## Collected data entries
○ ○ ○

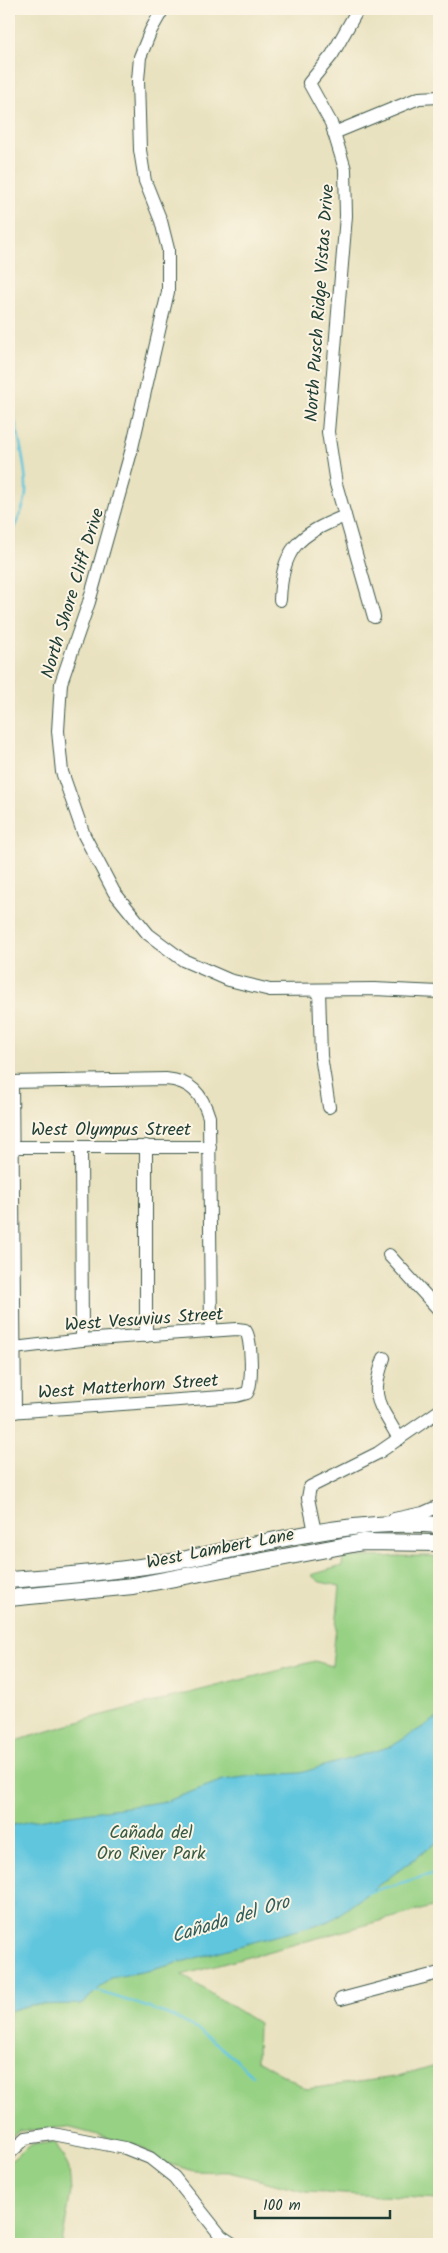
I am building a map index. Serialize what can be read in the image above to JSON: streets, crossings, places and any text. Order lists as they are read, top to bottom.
{
  "streets": {
    "main road": ["West Lambert Lane"],
    "street": [
      "North Pusch Ridge Vistas Drive",
      "North Shore Cliff Drive",
      "West Olympus Street",
      "West Vesuvius Street",
      "West Matterhorn Street"
    ]
  },
  "crossings": [
    ["West Vesuvius Street", "West Matterhorn Street"]
  ],
  "water": ["Cañada del Oro"],
  "parks": ["Cañada del Oro River Park"],
  "scale_bar": "100 m"
}
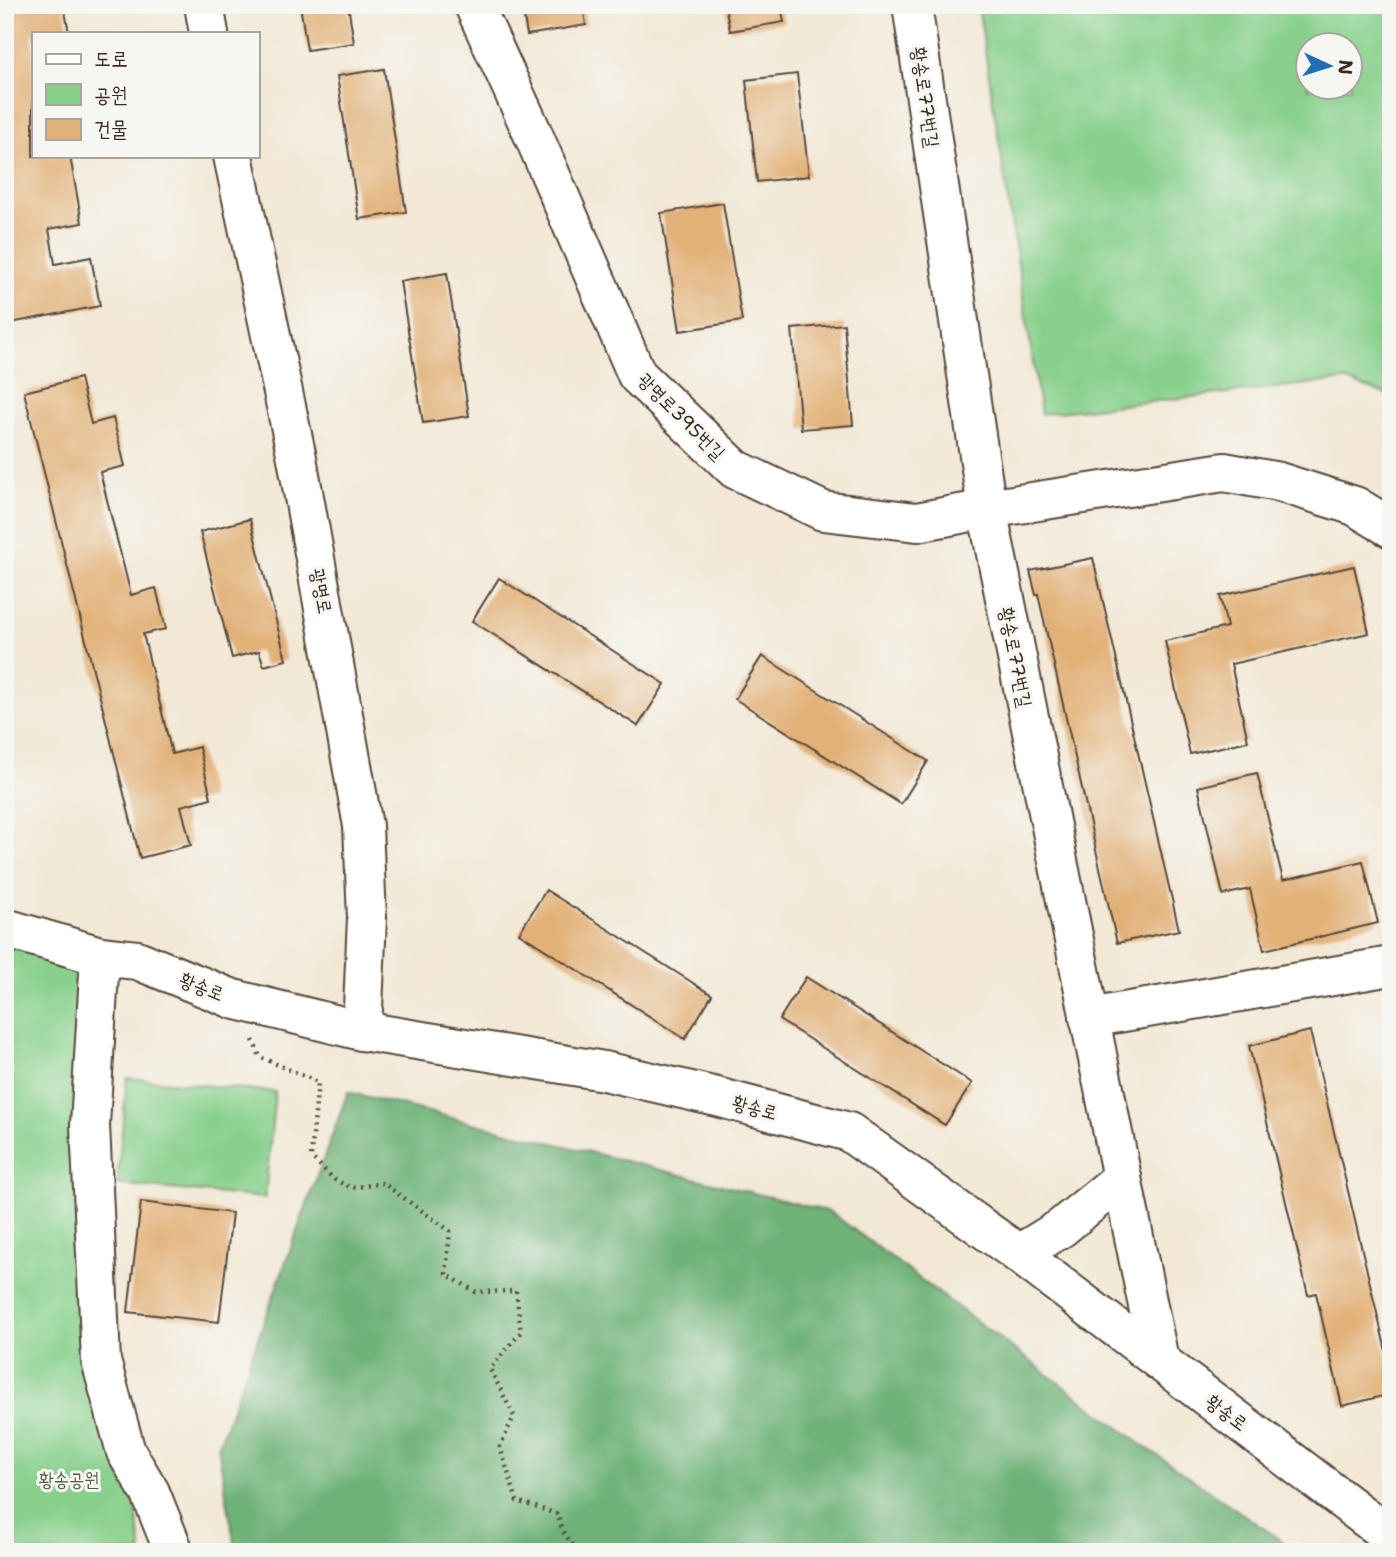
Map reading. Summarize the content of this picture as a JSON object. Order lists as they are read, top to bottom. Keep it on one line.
{"streets":{"street":["황송로77번길","광명로395번길","광명로","황송로"]},"crossings":[["황송로77번길","광명로395번길"],["황송로77번길","황송로"],["광명로","황송로"]],"parks":["황송공원"],"legend":["도로","공원","건물"],"north":"right"}
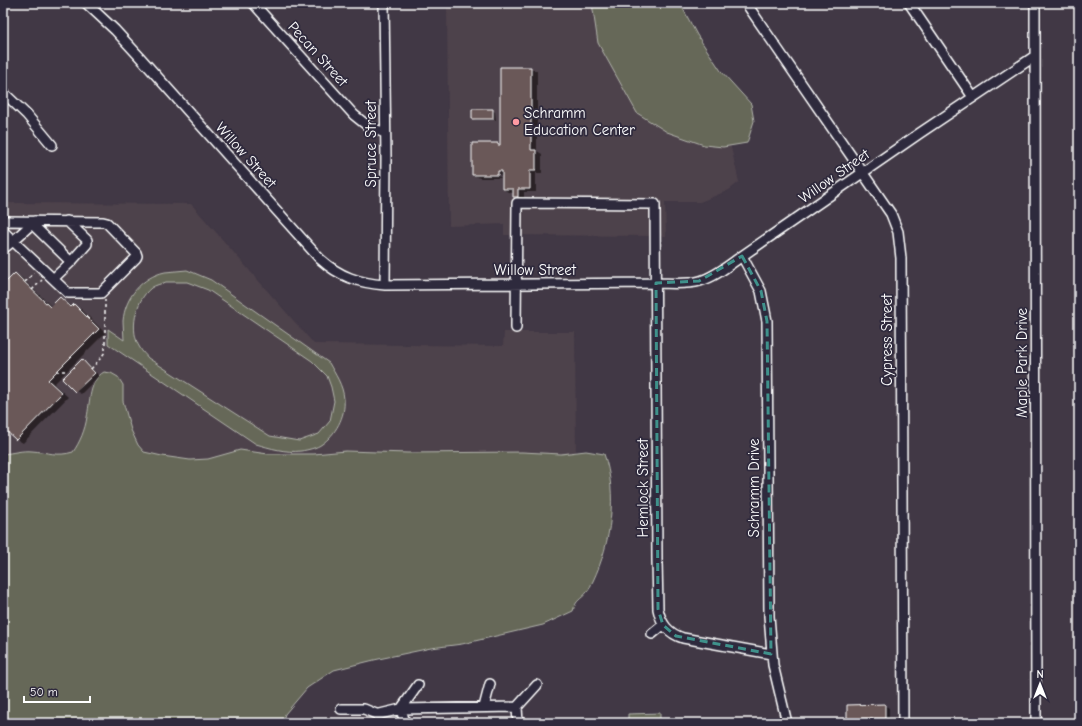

○ ○ ○

## EXERCISE DIRECTIONS
Every line of the data above should be quoted exactly. Omit the pictures.

## ANSWER SECTION
I am building a map index. Serialize what can be read in the image above to JSON: streets, crossings, places and any text. Order lists as they are read, top to bottom.
{
  "streets": {
    "main road": ["West Lambert Lane"],
    "street": [
      "North Pusch Ridge Vistas Drive",
      "North Shore Cliff Drive",
      "West Olympus Street",
      "West Vesuvius Street",
      "West Matterhorn Street"
    ]
  },
  "crossings": [
    ["West Vesuvius Street", "West Matterhorn Street"]
  ],
  "water": ["Cañada del Oro"],
  "parks": ["Cañada del Oro River Park"],
  "scale_bar": "100 m"
}
Map reading. Summarize the content of this picture as a JSON object. Order lists as they are read, top to bottom. Keep it on one line.
{"streets":{"street":["황송로77번길","광명로395번길","광명로","황송로"]},"crossings":[["황송로77번길","광명로395번길"],["황송로77번길","황송로"],["광명로","황송로"]],"parks":["황송공원"],"legend":["도로","공원","건물"],"north":"right"}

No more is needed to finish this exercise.